1.記憶や情報の整理の効率化をはかるため

睡眠中に、脳が膨大な情報や記憶の整理を行う際に、その作業の効率化を図るために夢が必要だから、という説です。睡眠中に、脳は、その日に起こった出来事の中から、重要な情報と、そうでない情報を分類する作業を行っています。その際に、それらの情報を映像化することによって、作業効率を上げられる分、脳の負担が軽くなるというメリットもあるのかもしれません。


2.ストレスを解消するため

夢によって、日中に無意識のうちに抑えつけていた感情を解放することで、様々なストレスを解消することができると考えられています。


3.感情をうまくコントロールするための予行演習

夢は、これから現実に起きるかもしれない出来事の予行演習のために見るという説です。
夢であらかじめ疑似体験しておくことで、現実に似たような出来事に遭遇した場合、感情のふりはばを抑え、パニックにならず冷静に対処することができると考えられているようです。

4.深層心理を知るため

深層心理とは、潜在意識や無意識ともいわれていて、自分では気づくことのできない心理のことです。それが夢としてあらわれるという説です。そのため夢は深層心理を知るための手がかりになるようです。

どんな夢を見たか覚えておきたい!

人は、覚醒直前、すなわち非常に眠りの浅い状態に見た夢のことしか記憶することができません。それ以外のときに見た夢は記憶に残らないため、実際は夢を見ていても、見ていないということになってしまうようです。

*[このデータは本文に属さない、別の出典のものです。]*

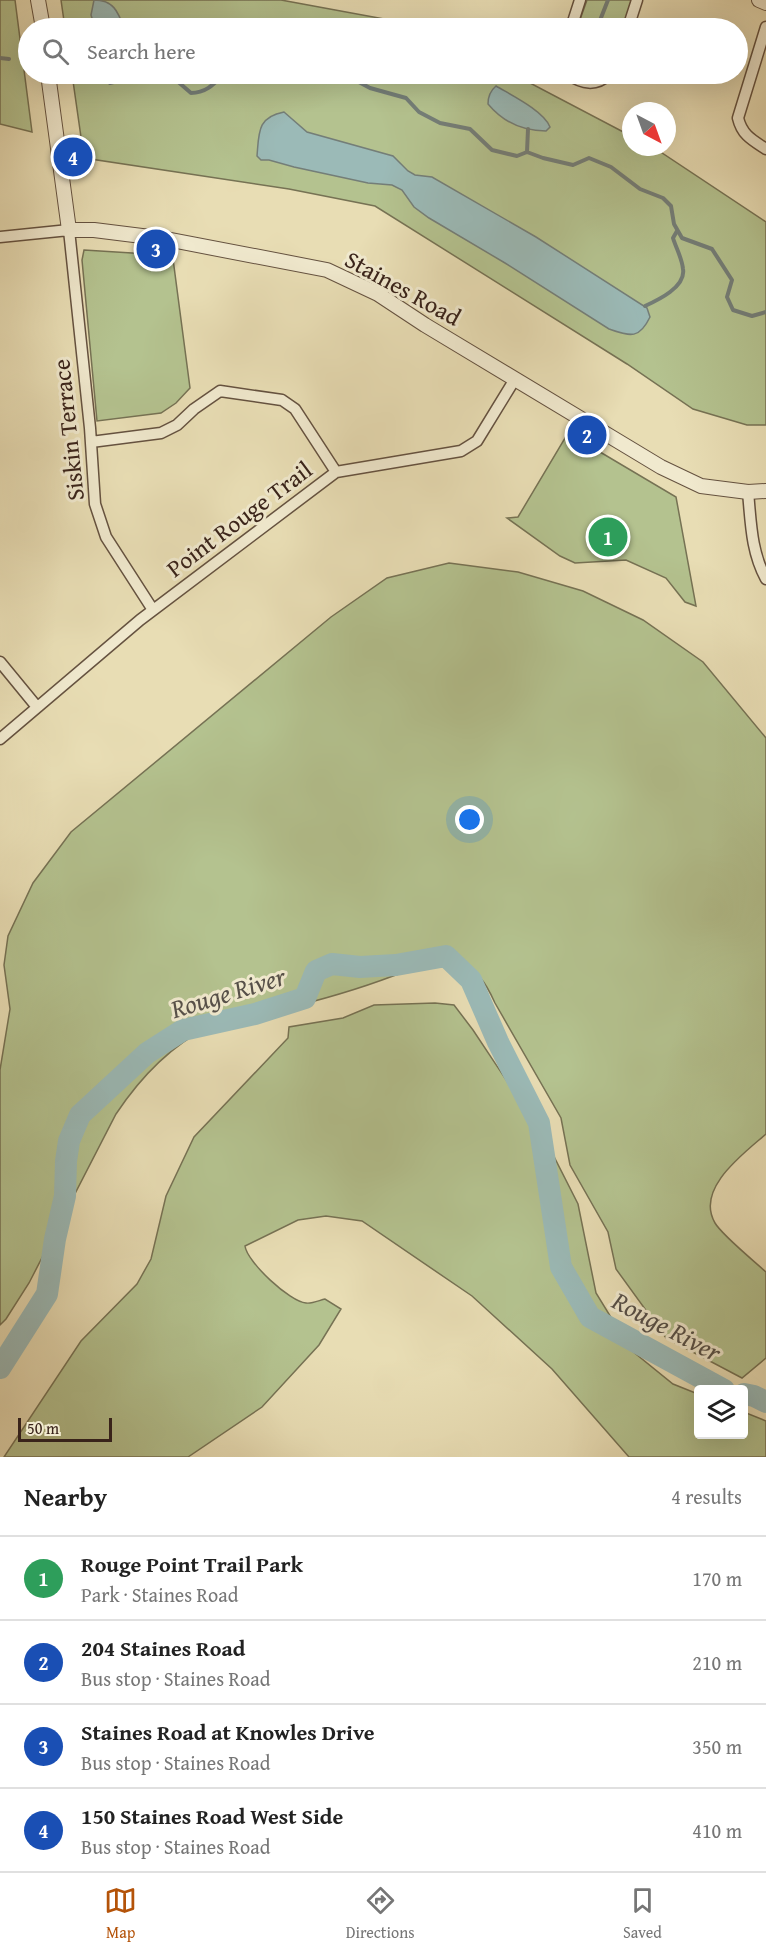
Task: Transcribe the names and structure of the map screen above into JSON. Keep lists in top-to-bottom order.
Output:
{
  "streets": {
    "street": ["Staines Road", "Siskin Terrace", "Point Rouge Trail"]
  },
  "crossings": [
    ["Staines Road", "Siskin Terrace"],
    ["Staines Road", "Point Rouge Trail"],
    ["Siskin Terrace", "Point Rouge Trail"]
  ],
  "water": ["Rouge River"],
  "scale_bar": "50 m",
  "north": "bottom right",
  "page": {
    "search": "Search here",
    "pins": [
      "4",
      "3",
      "2",
      "1"
    ],
    "scale": "50 m",
    "heading": ["Nearby", "4 results"],
    "list": [
      {
        "mark": "1",
        "name": "Rouge Point Trail Park",
        "note": "Park · Staines Road",
        "value": "170 m"
      },
      {
        "mark": "2",
        "name": "204 Staines Road",
        "note": "Bus stop · Staines Road",
        "value": "210 m"
      },
      {
        "mark": "3",
        "name": "Staines Road at Knowles Drive",
        "note": "Bus stop · Staines Road",
        "value": "350 m"
      },
      {
        "mark": "4",
        "name": "150 Staines Road West Side",
        "note": "Bus stop · Staines Road",
        "value": "410 m"
      }
    ],
    "nav": ["Map", "Directions", "Saved"]
  }
}
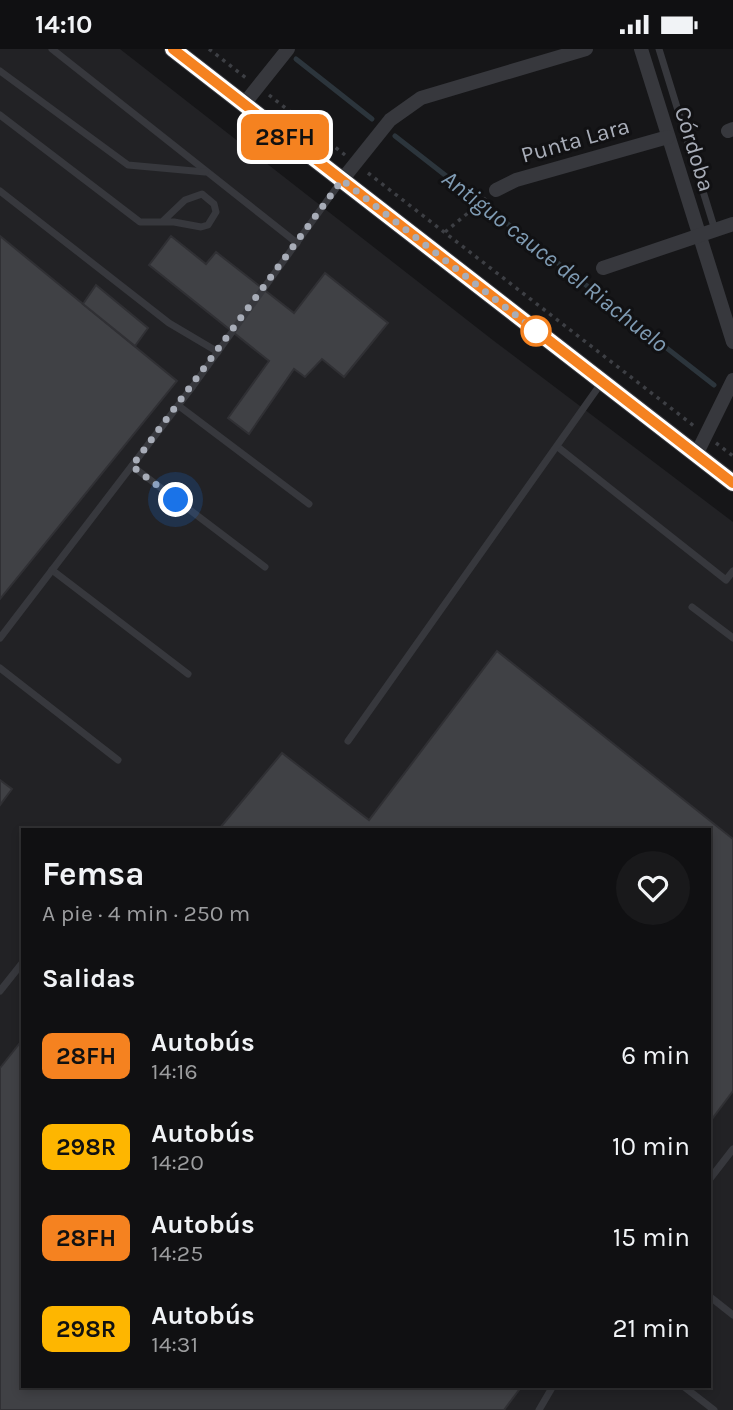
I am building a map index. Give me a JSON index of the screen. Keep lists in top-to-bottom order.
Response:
{
  "streets": {
    "street": ["Punta Lara", "Córdoba"]
  },
  "crossings": [
    ["Punta Lara", "Córdoba"]
  ],
  "water": ["Antiguo cauce del Riachuelo"],
  "lines": ["bus line 28FH"],
  "page": {
    "status": "14:10",
    "on_map": "28FH",
    "heading": [
      ["Femsa", "A pie · 4 min · 250 m"],
      "Salidas"
    ],
    "list": [
      {
        "mark": "28FH",
        "name": "Autobús",
        "note": "14:16",
        "value": "6 min"
      },
      {
        "mark": "298R",
        "name": "Autobús",
        "note": "14:20",
        "value": "10 min"
      },
      {
        "mark": "28FH",
        "name": "Autobús",
        "note": "14:25",
        "value": "15 min"
      },
      {
        "mark": "298R",
        "name": "Autobús",
        "note": "14:31",
        "value": "21 min"
      }
    ]
  }
}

ただ、夢を見た記憶はあるけど思い出せないということもありますよね。コツを覚えておくと夢を思い出しやすくなるそうですよ。以下の記事をご覧ください。
夢を記憶する方法がある? 夢の役割やメカニズムとは?

おわりに

夢の詳細なメカニズムについては、現時点では、まだまだ未知の部分も多々あるようです。メカニズムがすべて解明されていない以上、なぜ夢を見るのかについても、誰も正確には答えられないというのが本当のところのようです。
でも、全てがわからないからこそ、面白いのかもしれませんね。